1. Field of the Invention
The present invention relates generally to a unique cell structure for use in flash memory and, more particularly, to a vertically integrated flash memory cell which implements a pair of floating gates fabricated as sidewall spacers within a trench and to a method for fabricating the memory cell.
2. Description of the Related Art
This section is intended to introduce the reader to various aspects of art that may be related to various aspects of the present invention, which are described and/or claimed below. This discussion is believed to be helpful in providing the reader with background information to facilitate a better understanding of the various aspects of the present invention. Accordingly, it should be understood that these statements are to be read in this light, and not as admissions of prior art.

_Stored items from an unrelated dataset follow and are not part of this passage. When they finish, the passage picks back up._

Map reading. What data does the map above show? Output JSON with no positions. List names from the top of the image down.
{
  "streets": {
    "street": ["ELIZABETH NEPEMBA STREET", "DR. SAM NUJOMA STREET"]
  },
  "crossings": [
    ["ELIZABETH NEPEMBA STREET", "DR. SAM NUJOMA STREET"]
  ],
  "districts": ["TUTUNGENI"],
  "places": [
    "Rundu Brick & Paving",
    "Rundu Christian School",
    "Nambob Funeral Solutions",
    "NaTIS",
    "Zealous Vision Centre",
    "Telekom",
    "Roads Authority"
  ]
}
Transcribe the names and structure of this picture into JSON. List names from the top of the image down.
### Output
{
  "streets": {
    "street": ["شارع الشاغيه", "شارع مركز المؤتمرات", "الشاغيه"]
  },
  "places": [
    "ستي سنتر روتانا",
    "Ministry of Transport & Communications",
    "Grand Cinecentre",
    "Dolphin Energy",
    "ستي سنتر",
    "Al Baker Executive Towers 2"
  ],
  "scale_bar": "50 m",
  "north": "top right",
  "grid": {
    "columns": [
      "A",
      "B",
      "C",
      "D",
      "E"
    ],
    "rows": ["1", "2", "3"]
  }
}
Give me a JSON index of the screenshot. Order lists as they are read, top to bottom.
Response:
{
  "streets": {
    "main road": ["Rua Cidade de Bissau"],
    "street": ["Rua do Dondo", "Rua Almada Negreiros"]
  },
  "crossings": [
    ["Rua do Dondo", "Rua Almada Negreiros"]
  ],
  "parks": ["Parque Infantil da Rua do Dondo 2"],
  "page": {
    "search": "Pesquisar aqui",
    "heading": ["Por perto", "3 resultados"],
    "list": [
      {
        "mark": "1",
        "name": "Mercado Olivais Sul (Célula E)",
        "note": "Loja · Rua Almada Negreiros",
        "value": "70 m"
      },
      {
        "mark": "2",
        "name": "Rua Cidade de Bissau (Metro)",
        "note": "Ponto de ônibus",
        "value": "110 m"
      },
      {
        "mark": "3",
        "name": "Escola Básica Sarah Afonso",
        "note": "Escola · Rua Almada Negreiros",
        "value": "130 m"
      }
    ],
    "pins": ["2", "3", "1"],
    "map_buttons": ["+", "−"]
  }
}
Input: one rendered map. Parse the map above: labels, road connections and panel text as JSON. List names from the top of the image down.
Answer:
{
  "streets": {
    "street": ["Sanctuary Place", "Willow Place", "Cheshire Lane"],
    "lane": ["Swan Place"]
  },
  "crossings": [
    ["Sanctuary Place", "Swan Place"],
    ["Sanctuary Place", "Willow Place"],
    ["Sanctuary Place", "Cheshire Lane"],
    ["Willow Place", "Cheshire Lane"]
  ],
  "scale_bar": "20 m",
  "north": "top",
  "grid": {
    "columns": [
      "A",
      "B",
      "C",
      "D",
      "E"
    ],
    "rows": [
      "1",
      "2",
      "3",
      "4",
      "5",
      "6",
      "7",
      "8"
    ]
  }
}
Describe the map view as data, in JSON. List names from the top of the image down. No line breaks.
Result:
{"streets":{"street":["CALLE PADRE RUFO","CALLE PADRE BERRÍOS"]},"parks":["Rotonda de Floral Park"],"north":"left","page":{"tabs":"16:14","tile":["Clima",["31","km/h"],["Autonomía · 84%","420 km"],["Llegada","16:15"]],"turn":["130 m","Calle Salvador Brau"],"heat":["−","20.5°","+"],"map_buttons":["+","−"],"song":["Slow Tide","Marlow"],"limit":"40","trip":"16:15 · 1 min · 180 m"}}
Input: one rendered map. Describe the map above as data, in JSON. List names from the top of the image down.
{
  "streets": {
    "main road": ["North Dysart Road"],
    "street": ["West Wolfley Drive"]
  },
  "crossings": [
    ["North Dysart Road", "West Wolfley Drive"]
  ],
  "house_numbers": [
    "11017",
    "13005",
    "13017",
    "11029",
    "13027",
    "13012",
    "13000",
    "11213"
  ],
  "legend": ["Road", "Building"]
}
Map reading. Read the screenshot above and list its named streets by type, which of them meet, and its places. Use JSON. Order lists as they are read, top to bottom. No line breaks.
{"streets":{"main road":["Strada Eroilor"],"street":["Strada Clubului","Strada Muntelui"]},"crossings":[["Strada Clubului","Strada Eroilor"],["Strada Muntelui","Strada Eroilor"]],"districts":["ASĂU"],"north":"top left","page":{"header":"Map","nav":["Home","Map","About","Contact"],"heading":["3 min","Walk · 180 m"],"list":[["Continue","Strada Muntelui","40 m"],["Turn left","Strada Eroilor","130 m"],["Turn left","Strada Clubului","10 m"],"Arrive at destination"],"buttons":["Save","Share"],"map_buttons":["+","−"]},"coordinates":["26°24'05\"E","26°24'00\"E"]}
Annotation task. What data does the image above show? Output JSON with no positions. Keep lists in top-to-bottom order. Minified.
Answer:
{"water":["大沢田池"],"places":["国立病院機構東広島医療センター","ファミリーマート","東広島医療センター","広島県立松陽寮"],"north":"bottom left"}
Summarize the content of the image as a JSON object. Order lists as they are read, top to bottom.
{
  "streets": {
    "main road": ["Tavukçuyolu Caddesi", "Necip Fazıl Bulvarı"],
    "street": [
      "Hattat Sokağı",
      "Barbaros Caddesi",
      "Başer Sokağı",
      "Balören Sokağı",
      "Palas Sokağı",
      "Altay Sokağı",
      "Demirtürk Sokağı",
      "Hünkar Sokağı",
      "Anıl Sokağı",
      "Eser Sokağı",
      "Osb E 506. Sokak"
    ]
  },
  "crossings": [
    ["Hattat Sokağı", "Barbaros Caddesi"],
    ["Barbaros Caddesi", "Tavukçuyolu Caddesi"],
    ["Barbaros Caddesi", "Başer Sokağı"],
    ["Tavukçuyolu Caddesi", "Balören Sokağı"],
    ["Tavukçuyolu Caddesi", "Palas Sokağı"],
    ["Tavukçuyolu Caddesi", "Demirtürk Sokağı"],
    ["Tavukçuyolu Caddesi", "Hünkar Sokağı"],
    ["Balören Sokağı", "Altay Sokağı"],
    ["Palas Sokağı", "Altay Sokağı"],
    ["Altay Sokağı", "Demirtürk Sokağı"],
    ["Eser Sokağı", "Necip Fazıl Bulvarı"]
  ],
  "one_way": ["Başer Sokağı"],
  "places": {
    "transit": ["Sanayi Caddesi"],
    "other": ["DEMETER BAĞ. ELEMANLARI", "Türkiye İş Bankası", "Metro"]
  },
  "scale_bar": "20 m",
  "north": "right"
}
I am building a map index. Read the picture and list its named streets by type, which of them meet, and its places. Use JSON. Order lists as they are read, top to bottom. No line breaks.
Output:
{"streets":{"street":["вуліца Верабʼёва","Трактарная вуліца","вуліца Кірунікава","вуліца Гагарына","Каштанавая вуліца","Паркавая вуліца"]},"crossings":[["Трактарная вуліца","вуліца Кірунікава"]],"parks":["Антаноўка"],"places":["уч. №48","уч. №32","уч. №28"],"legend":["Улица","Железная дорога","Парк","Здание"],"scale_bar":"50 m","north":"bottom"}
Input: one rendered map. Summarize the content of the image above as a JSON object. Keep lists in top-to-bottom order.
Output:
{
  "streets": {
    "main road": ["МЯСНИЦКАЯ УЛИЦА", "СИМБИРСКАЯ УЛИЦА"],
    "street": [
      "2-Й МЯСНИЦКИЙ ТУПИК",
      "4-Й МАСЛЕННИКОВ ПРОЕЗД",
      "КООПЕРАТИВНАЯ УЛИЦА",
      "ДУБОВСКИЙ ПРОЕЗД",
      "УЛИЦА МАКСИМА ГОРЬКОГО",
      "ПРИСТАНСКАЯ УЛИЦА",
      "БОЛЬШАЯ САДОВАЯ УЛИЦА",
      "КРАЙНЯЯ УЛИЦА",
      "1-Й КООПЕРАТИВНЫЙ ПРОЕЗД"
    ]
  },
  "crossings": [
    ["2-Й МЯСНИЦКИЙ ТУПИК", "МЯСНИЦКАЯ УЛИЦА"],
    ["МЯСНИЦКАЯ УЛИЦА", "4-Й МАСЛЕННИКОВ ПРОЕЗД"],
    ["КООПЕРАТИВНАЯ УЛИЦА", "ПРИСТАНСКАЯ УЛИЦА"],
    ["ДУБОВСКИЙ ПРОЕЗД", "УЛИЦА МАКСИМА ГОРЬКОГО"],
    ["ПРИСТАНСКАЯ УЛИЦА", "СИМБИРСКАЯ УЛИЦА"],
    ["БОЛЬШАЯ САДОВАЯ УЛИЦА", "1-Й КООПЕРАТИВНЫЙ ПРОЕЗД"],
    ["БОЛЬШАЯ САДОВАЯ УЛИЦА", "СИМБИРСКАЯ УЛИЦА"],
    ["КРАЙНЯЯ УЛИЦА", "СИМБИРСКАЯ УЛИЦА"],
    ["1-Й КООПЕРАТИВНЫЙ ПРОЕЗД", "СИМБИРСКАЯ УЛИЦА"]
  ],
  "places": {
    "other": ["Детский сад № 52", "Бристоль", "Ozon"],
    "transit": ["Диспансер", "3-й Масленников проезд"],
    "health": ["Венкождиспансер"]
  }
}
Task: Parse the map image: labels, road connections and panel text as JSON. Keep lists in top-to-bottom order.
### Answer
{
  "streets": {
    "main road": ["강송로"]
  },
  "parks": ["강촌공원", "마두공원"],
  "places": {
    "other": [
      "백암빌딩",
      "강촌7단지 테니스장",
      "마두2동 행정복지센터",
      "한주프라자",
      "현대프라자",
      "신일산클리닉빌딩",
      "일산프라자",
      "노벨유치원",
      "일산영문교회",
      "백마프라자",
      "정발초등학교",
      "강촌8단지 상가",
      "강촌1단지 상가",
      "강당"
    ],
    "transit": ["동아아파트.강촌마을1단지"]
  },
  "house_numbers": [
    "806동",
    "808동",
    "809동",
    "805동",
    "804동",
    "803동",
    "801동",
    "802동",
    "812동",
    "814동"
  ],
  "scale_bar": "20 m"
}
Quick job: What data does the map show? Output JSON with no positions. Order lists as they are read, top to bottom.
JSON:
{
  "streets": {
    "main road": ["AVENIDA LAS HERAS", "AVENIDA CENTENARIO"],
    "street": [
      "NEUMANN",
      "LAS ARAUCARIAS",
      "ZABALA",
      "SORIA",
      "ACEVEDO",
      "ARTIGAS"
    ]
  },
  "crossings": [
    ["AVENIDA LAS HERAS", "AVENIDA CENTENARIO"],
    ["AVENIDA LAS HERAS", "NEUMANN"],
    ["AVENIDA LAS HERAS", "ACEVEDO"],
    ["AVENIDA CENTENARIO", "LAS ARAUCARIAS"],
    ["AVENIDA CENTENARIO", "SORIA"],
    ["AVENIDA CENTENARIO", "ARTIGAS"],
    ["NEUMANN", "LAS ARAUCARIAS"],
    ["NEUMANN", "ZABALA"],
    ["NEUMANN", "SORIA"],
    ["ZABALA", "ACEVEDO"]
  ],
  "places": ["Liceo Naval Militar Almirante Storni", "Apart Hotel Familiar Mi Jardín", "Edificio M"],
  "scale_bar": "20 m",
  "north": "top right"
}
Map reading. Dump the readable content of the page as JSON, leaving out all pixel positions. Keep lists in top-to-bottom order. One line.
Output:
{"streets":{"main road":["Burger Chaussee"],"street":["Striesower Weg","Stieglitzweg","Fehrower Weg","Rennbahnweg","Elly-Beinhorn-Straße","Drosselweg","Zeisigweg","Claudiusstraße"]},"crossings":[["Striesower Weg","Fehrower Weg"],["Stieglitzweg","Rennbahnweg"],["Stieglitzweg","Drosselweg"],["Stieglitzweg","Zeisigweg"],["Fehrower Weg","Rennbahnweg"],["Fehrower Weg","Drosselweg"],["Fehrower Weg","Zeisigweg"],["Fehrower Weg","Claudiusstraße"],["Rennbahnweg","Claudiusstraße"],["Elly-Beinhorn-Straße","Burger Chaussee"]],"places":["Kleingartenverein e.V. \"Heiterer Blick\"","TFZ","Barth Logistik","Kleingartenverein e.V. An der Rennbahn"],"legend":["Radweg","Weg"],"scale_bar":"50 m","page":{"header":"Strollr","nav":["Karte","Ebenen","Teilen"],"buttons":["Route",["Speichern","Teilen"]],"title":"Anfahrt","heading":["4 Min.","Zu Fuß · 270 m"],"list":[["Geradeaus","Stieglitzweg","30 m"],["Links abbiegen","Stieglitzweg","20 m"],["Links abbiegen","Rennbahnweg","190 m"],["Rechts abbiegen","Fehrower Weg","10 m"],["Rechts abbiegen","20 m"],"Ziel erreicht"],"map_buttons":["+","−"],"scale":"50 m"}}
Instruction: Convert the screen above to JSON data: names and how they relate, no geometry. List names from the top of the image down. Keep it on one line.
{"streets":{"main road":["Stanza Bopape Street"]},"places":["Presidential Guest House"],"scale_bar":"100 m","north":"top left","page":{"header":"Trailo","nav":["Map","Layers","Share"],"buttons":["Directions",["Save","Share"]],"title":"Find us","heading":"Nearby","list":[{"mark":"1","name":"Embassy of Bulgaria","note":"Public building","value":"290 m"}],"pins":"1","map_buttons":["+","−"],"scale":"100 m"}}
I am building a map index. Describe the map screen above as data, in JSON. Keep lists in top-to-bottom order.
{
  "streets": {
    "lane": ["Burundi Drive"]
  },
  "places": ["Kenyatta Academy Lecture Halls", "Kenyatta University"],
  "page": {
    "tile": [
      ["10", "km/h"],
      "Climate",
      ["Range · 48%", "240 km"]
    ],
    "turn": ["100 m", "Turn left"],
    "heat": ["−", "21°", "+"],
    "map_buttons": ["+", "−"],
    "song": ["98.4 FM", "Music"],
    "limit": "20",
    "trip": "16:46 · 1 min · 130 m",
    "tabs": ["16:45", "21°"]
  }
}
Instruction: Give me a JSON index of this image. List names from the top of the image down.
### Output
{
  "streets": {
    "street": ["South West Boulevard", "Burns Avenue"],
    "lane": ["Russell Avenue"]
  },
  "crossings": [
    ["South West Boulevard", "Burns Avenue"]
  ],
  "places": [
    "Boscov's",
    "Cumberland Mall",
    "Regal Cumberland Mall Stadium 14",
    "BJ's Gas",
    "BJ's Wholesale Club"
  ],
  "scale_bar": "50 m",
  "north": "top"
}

Electronic memory comes in a variety of forms and may be used for a variety of applications. One type of commonly used memory is flash memory. Flash memory is a solid state storage device which provides easy and fast information storage. Flash memory is a type of electrically erasable programmable read-only memory (EEPROM) that can be erased and programmed through exposure to an electrical charge. Flash memory allows data to be written or erased in blocks rather than one byte at a time as with typical EEPROM devices, thereby making flash memory considerably faster.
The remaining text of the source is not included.